[Dataset records]
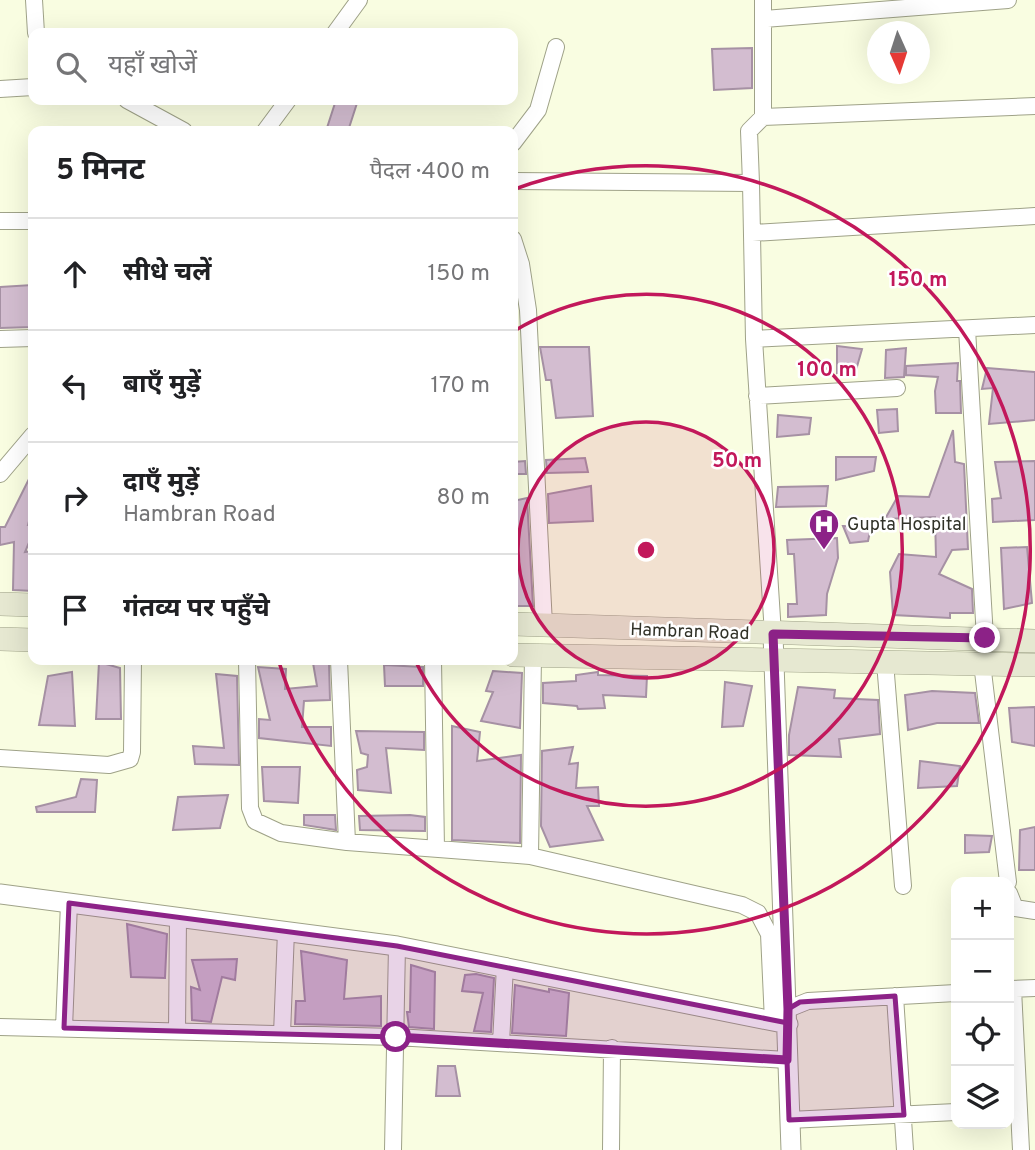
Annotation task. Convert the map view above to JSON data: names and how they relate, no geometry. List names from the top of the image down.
{
  "streets": {
    "main road": ["Hambran Road"]
  },
  "places": {
    "hospital": ["Gupta Hospital"]
  },
  "north": "bottom",
  "page": {
    "search": "यहाँ खोजें",
    "heading": ["5 मिनट", "पैदल · 400 m"],
    "list": [
      ["सीधे चलें", "150 m"],
      ["बाएँ मुड़ें", "170 m"],
      ["दाएँ मुड़ें", "Hambran Road", "80 m"],
      "गंतव्य पर पहुँचे"
    ],
    "map_buttons": ["+", "−"]
  },
  "rings": ["150 m", "100 m", "50 m"]
}
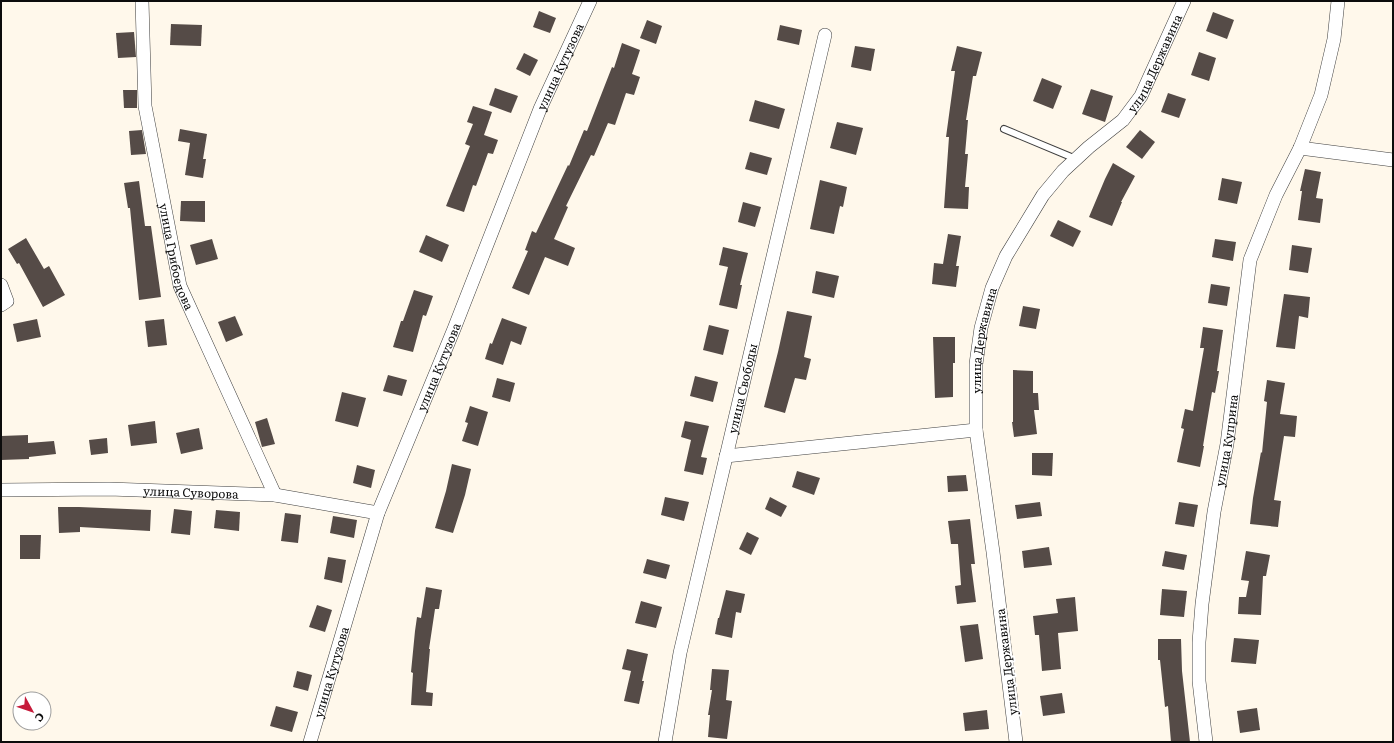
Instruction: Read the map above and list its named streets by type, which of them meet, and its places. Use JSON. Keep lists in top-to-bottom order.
{
  "streets": {
    "street": [
      "улица Державина",
      "улица Кутузова",
      "улица Грибоедова",
      "улица Свободы",
      "улица Куприна",
      "улица Суворова"
    ]
  },
  "crossings": [
    ["улица Кутузова", "улица Суворова"],
    ["улица Грибоедова", "улица Суворова"]
  ],
  "north": "bottom right"
}
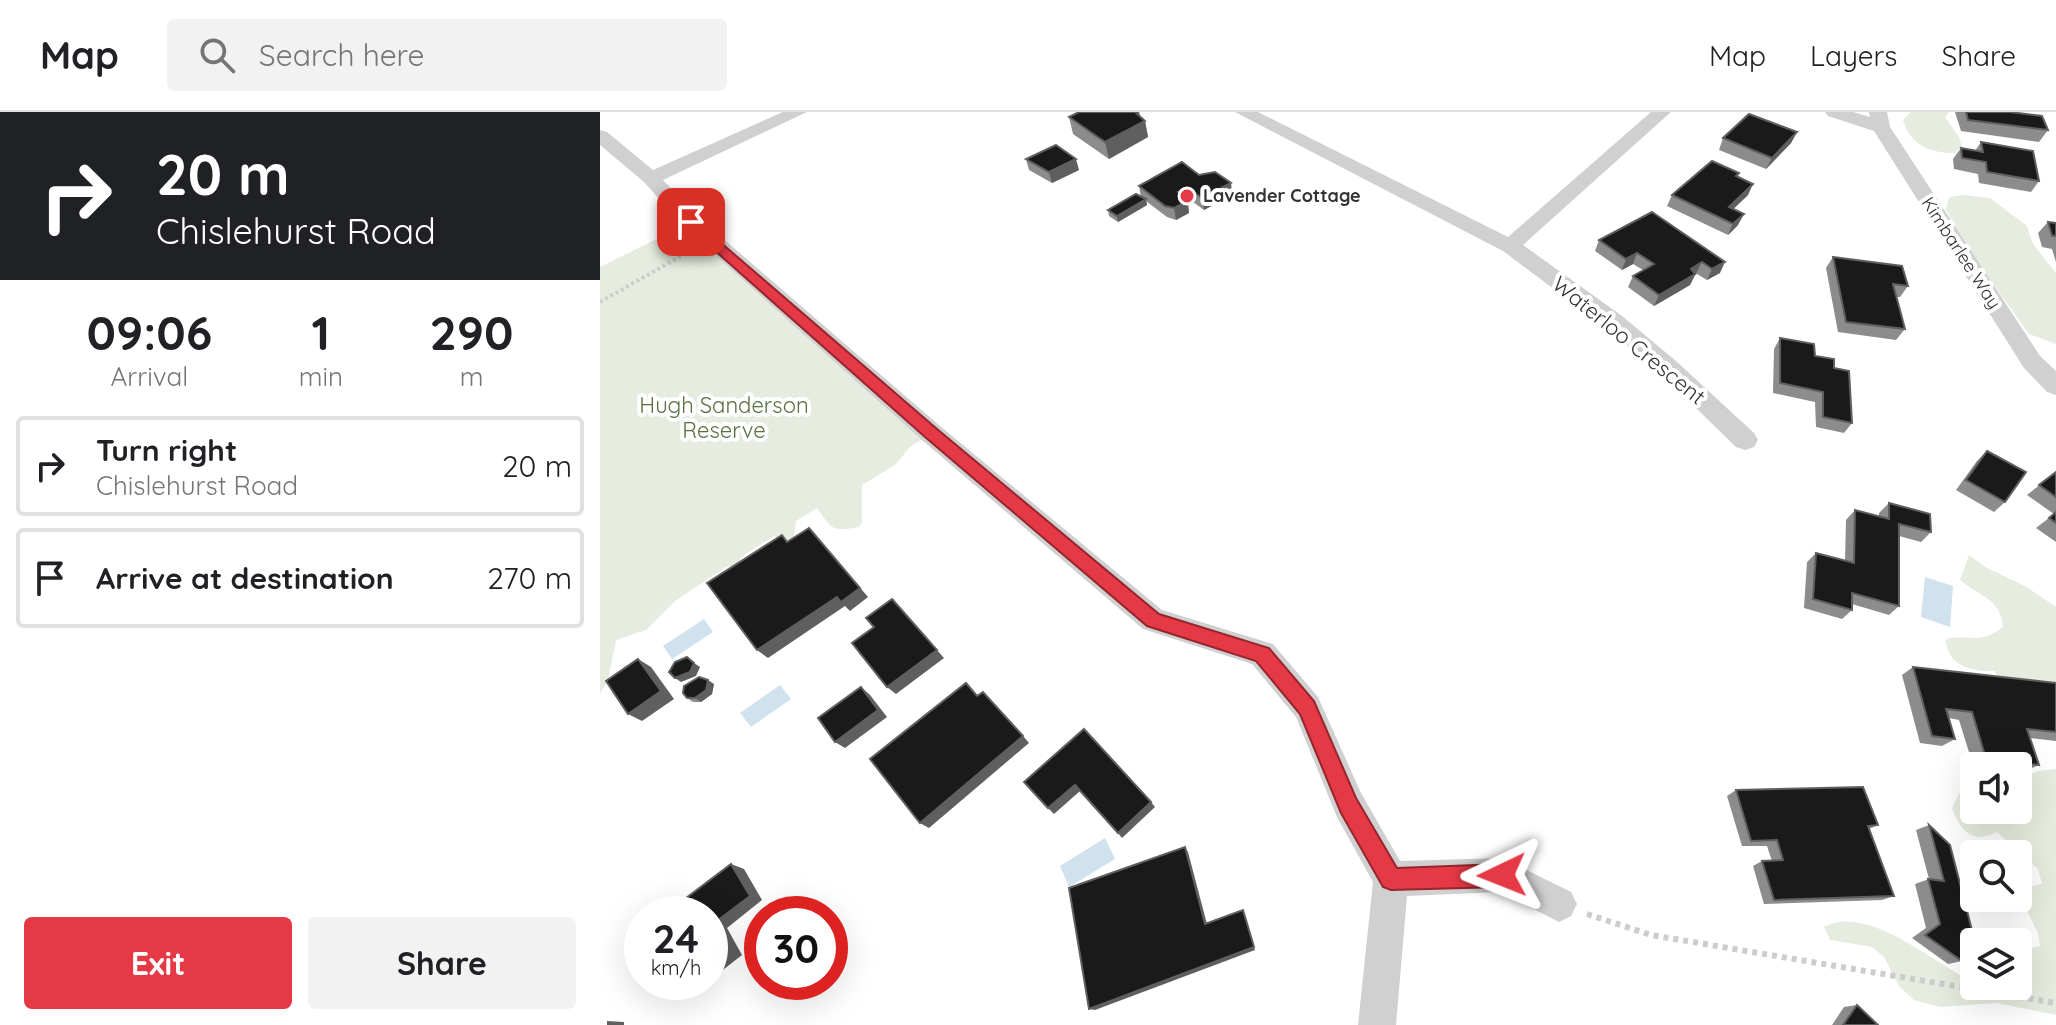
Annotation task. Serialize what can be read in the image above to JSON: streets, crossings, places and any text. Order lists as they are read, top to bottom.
{
  "streets": {
    "street": ["Kimbarlee Way", "Waterloo Crescent"]
  },
  "parks": ["Hugh Sanderson Reserve"],
  "places": ["Lavender Cottage"],
  "page": {
    "header": "Map",
    "search": "Search here",
    "nav": ["Map", "Layers", "Share"],
    "turn": ["20 m", "Chislehurst Road"],
    "eta": [
      "09:06",
      "Arrival",
      "1",
      "min",
      "290",
      "m"
    ],
    "list": [
      {
        "name": "Turn right",
        "note": "Chislehurst Road",
        "value": "20 m"
      },
      {
        "name": "Arrive at destination",
        "value": "270 m"
      }
    ],
    "speed": "24 km/h",
    "limit": "30",
    "buttons": ["Exit", "Share"]
  }
}
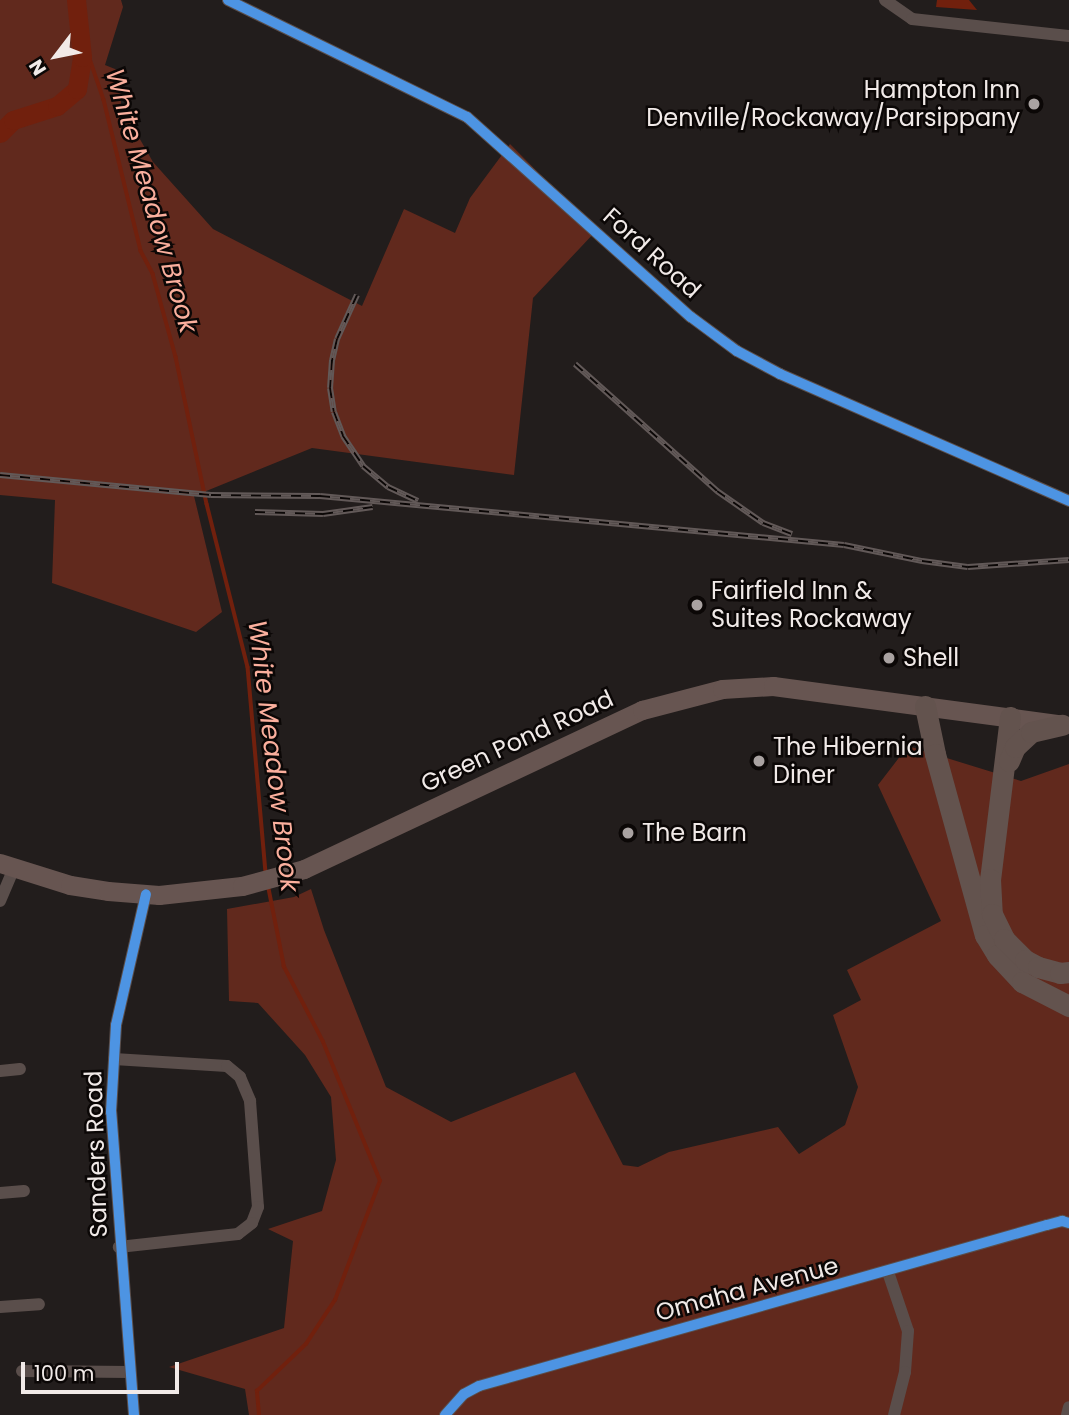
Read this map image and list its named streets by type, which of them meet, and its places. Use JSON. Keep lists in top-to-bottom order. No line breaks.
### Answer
{"streets":{"main road":["Green Pond Road"],"street":["Ford Road","Sanders Road","Omaha Avenue"]},"crossings":[["Green Pond Road","Sanders Road"]],"water":["White Meadow Brook"],"places":["Hampton Inn Denville/Rockaway/Parsippany","Fairfield Inn & Suites Rockaway","Shell","The Hibernia Diner","The Barn"],"scale_bar":"100 m","north":"bottom left"}
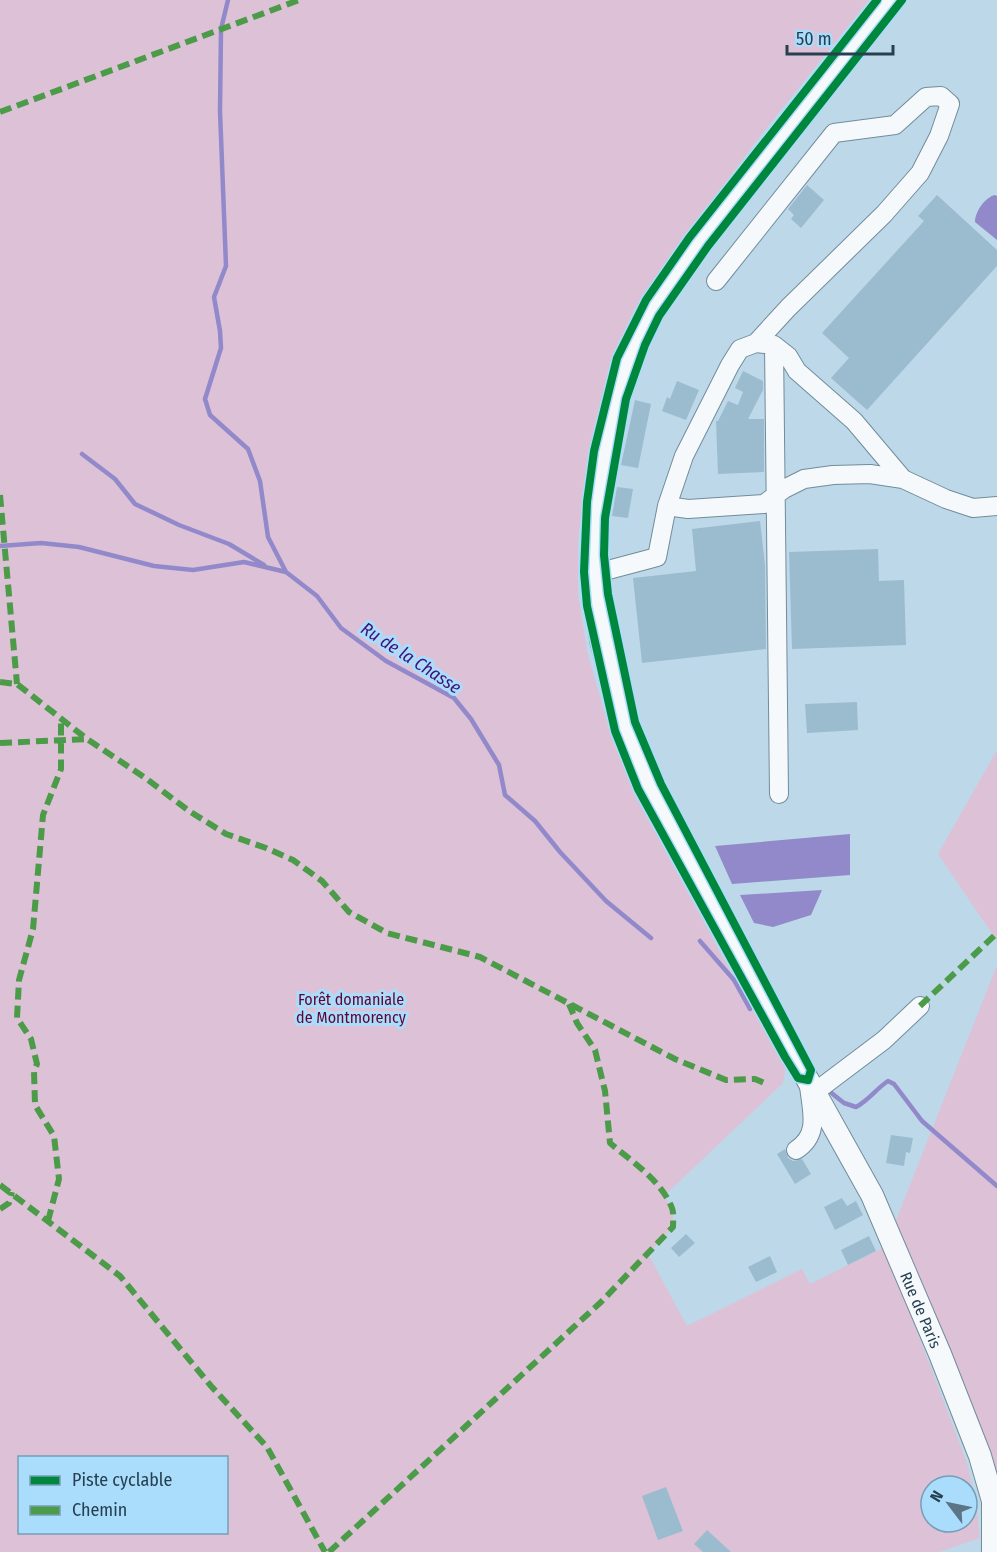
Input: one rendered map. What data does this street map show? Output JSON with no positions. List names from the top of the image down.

EXERCISE AIM
Where in the entries does the word "this" occur? Copy out each line that has it.

ANSWER SECTION
Read this map image and list its named streets by type, which of them meet, and its places. Use JSON. Keep lists in top-to-bottom order. No line breaks.
Input: one rendered map. What data does this street map show? Output JSON with no positions. List names from the top of the image down.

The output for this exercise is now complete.